BRIEF: A verbatim transcription of every record below is required.

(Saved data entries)
▼

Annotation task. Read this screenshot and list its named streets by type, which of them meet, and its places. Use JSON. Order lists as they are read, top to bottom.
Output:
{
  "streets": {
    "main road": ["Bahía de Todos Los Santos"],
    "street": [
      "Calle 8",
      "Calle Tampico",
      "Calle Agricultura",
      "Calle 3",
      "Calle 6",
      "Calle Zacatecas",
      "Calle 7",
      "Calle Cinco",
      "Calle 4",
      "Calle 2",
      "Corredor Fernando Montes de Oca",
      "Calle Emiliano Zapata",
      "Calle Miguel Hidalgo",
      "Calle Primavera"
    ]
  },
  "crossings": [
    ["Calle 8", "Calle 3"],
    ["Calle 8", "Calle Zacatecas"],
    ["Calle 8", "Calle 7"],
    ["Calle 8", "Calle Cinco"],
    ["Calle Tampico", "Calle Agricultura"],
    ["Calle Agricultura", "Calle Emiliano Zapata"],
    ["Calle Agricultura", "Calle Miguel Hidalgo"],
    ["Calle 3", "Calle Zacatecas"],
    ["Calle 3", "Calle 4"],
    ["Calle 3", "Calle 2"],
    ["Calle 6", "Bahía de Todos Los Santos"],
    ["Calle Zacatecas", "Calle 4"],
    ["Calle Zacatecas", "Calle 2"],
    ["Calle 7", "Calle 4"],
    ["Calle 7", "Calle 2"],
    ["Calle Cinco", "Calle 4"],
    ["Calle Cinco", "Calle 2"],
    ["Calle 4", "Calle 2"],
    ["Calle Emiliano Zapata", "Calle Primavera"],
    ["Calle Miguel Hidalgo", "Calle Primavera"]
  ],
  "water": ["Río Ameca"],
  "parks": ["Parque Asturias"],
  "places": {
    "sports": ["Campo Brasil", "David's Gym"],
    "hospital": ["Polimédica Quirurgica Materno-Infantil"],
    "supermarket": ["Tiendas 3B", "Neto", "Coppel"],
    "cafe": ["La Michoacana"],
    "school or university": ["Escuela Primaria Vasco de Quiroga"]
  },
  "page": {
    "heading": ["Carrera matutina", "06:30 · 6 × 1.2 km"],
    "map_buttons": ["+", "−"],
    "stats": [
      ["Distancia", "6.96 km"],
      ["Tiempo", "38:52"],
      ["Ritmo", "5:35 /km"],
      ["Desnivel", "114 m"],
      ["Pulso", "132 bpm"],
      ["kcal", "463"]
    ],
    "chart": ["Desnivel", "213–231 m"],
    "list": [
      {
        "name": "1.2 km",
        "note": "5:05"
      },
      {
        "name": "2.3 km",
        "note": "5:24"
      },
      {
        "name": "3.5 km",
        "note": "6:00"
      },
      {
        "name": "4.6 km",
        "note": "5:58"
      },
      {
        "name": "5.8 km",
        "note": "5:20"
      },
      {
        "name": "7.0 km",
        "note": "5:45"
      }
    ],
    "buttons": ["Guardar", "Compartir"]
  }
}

▲

ANSWER TO THIS PROBLEM:
Annotation task. Read this screenshot and list its named streets by type, which of them meet, and its places. Use JSON. Order lists as they are read, top to bottom.
Output:
{
  "streets": {
    "main road": ["Bahía de Todos Los Santos"],
    "street": [
      "Calle 8",
      "Calle Tampico",
      "Calle Agricultura",
      "Calle 3",
      "Calle 6",
      "Calle Zacatecas",
      "Calle 7",
      "Calle Cinco",
      "Calle 4",
      "Calle 2",
      "Corredor Fernando Montes de Oca",
      "Calle Emiliano Zapata",
      "Calle Miguel Hidalgo",
      "Calle Primavera"
    ]
  },
  "crossings": [
    ["Calle 8", "Calle 3"],
    ["Calle 8", "Calle Zacatecas"],
    ["Calle 8", "Calle 7"],
    ["Calle 8", "Calle Cinco"],
    ["Calle Tampico", "Calle Agricultura"],
    ["Calle Agricultura", "Calle Emiliano Zapata"],
    ["Calle Agricultura", "Calle Miguel Hidalgo"],
    ["Calle 3", "Calle Zacatecas"],
    ["Calle 3", "Calle 4"],
    ["Calle 3", "Calle 2"],
    ["Calle 6", "Bahía de Todos Los Santos"],
    ["Calle Zacatecas", "Calle 4"],
    ["Calle Zacatecas", "Calle 2"],
    ["Calle 7", "Calle 4"],
    ["Calle 7", "Calle 2"],
    ["Calle Cinco", "Calle 4"],
    ["Calle Cinco", "Calle 2"],
    ["Calle 4", "Calle 2"],
    ["Calle Emiliano Zapata", "Calle Primavera"],
    ["Calle Miguel Hidalgo", "Calle Primavera"]
  ],
  "water": ["Río Ameca"],
  "parks": ["Parque Asturias"],
  "places": {
    "sports": ["Campo Brasil", "David's Gym"],
    "hospital": ["Polimédica Quirurgica Materno-Infantil"],
    "supermarket": ["Tiendas 3B", "Neto", "Coppel"],
    "cafe": ["La Michoacana"],
    "school or university": ["Escuela Primaria Vasco de Quiroga"]
  },
  "page": {
    "heading": ["Carrera matutina", "06:30 · 6 × 1.2 km"],
    "map_buttons": ["+", "−"],
    "stats": [
      ["Distancia", "6.96 km"],
      ["Tiempo", "38:52"],
      ["Ritmo", "5:35 /km"],
      ["Desnivel", "114 m"],
      ["Pulso", "132 bpm"],
      ["kcal", "463"]
    ],
    "chart": ["Desnivel", "213–231 m"],
    "list": [
      {
        "name": "1.2 km",
        "note": "5:05"
      },
      {
        "name": "2.3 km",
        "note": "5:24"
      },
      {
        "name": "3.5 km",
        "note": "6:00"
      },
      {
        "name": "4.6 km",
        "note": "5:58"
      },
      {
        "name": "5.8 km",
        "note": "5:20"
      },
      {
        "name": "7.0 km",
        "note": "5:45"
      }
    ],
    "buttons": ["Guardar", "Compartir"]
  }
}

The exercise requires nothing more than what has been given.